[Dataset entries]
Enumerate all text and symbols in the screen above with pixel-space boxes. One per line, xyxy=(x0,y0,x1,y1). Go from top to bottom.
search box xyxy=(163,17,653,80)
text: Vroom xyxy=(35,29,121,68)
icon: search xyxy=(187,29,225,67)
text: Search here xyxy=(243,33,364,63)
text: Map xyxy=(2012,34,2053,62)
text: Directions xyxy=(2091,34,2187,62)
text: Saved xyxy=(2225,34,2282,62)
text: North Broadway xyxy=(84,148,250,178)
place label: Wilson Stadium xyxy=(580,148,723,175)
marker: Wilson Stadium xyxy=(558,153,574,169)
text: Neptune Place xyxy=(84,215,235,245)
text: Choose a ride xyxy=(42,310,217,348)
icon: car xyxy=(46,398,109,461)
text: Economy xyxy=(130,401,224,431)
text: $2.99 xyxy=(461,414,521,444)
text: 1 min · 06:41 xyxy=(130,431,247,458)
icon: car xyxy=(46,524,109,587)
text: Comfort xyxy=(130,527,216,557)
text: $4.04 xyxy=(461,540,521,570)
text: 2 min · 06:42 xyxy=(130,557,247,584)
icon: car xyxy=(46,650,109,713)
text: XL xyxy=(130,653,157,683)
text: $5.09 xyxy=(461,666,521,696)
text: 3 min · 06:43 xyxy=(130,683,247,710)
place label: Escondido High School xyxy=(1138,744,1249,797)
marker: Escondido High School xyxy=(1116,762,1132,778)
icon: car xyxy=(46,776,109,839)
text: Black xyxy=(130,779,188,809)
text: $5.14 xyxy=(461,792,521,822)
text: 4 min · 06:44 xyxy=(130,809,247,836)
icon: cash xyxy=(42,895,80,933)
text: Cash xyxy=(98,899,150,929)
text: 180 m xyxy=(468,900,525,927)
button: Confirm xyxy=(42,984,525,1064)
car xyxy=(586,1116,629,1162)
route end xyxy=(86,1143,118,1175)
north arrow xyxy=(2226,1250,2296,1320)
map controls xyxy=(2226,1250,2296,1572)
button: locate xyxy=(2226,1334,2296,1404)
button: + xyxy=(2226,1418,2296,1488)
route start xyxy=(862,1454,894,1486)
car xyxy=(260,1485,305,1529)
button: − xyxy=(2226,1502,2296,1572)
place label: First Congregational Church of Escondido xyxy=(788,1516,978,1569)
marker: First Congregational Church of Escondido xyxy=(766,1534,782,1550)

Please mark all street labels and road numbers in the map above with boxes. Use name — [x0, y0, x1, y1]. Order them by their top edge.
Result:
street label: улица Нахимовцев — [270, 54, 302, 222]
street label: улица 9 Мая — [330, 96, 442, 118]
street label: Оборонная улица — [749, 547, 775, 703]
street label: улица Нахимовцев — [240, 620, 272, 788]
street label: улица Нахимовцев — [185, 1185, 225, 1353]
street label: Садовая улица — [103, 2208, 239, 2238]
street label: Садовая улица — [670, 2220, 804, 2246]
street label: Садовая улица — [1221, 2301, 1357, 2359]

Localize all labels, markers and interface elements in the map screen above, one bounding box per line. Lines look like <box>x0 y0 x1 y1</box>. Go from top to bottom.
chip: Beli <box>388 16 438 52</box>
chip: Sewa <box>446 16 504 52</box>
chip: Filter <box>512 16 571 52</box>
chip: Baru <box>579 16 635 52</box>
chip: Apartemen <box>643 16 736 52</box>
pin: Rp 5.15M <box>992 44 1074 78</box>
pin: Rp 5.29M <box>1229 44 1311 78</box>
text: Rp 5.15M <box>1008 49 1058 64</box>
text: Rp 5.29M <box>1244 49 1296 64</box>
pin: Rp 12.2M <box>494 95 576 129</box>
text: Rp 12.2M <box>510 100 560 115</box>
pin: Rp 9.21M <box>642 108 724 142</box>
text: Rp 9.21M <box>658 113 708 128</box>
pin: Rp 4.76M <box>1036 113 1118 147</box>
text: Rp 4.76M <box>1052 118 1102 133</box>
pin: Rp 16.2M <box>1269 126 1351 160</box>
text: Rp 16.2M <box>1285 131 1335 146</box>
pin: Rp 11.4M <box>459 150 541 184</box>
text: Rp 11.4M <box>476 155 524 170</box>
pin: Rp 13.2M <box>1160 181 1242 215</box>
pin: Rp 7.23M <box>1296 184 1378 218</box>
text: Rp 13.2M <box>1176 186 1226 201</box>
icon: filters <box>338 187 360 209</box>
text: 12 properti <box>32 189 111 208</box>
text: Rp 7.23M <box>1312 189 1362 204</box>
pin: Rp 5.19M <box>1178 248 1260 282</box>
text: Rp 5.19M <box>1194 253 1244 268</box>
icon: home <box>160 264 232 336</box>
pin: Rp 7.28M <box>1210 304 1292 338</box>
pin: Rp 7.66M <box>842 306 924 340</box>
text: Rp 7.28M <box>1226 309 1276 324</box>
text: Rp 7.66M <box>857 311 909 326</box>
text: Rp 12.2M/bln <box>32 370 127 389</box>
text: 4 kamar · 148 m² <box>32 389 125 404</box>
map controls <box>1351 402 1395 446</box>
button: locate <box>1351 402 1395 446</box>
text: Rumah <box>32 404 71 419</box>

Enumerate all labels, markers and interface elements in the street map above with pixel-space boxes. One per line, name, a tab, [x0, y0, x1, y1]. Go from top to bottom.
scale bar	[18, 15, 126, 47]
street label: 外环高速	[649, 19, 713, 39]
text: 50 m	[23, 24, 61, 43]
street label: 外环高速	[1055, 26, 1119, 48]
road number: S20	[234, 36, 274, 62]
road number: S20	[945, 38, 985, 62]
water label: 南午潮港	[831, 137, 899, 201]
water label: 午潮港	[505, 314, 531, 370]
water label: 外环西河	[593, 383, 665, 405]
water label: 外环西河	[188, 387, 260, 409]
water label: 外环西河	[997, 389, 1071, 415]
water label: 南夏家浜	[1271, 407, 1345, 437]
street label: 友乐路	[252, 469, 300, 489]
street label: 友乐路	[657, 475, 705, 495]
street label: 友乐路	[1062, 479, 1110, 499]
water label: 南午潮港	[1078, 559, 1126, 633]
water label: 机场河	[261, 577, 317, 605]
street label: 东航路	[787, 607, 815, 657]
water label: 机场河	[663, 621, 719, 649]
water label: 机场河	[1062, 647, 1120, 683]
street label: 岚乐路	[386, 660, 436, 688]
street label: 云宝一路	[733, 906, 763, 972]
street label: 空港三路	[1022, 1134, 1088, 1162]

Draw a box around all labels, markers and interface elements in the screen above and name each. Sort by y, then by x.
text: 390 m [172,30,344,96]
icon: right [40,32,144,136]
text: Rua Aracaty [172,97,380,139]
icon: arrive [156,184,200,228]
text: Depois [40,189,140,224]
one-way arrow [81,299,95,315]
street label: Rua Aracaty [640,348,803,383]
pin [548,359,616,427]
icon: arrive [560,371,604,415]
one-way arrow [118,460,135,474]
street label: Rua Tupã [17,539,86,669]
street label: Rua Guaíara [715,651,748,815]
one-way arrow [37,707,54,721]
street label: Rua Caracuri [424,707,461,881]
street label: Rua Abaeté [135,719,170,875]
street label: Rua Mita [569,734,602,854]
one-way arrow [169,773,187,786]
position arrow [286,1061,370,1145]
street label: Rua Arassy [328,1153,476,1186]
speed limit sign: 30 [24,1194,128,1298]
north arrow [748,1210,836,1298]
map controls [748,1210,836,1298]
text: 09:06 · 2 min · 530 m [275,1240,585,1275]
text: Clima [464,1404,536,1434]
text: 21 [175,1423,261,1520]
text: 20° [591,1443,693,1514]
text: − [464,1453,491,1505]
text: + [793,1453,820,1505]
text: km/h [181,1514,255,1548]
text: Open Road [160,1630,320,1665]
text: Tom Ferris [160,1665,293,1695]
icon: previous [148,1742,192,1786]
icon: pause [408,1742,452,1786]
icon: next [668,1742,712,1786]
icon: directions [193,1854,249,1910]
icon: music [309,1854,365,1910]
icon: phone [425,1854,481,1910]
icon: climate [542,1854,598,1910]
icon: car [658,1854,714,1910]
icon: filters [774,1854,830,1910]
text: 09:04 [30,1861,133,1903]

§ **PROBLEM REQUIREMENTS**:
Find the word "locate" in the records. Copy every line it appears in.

§ **SOLUTION FOR THIS TASK**:
button: locate xyxy=(2226,1334,2296,1404)
button: locate <box>1351 402 1395 446</box>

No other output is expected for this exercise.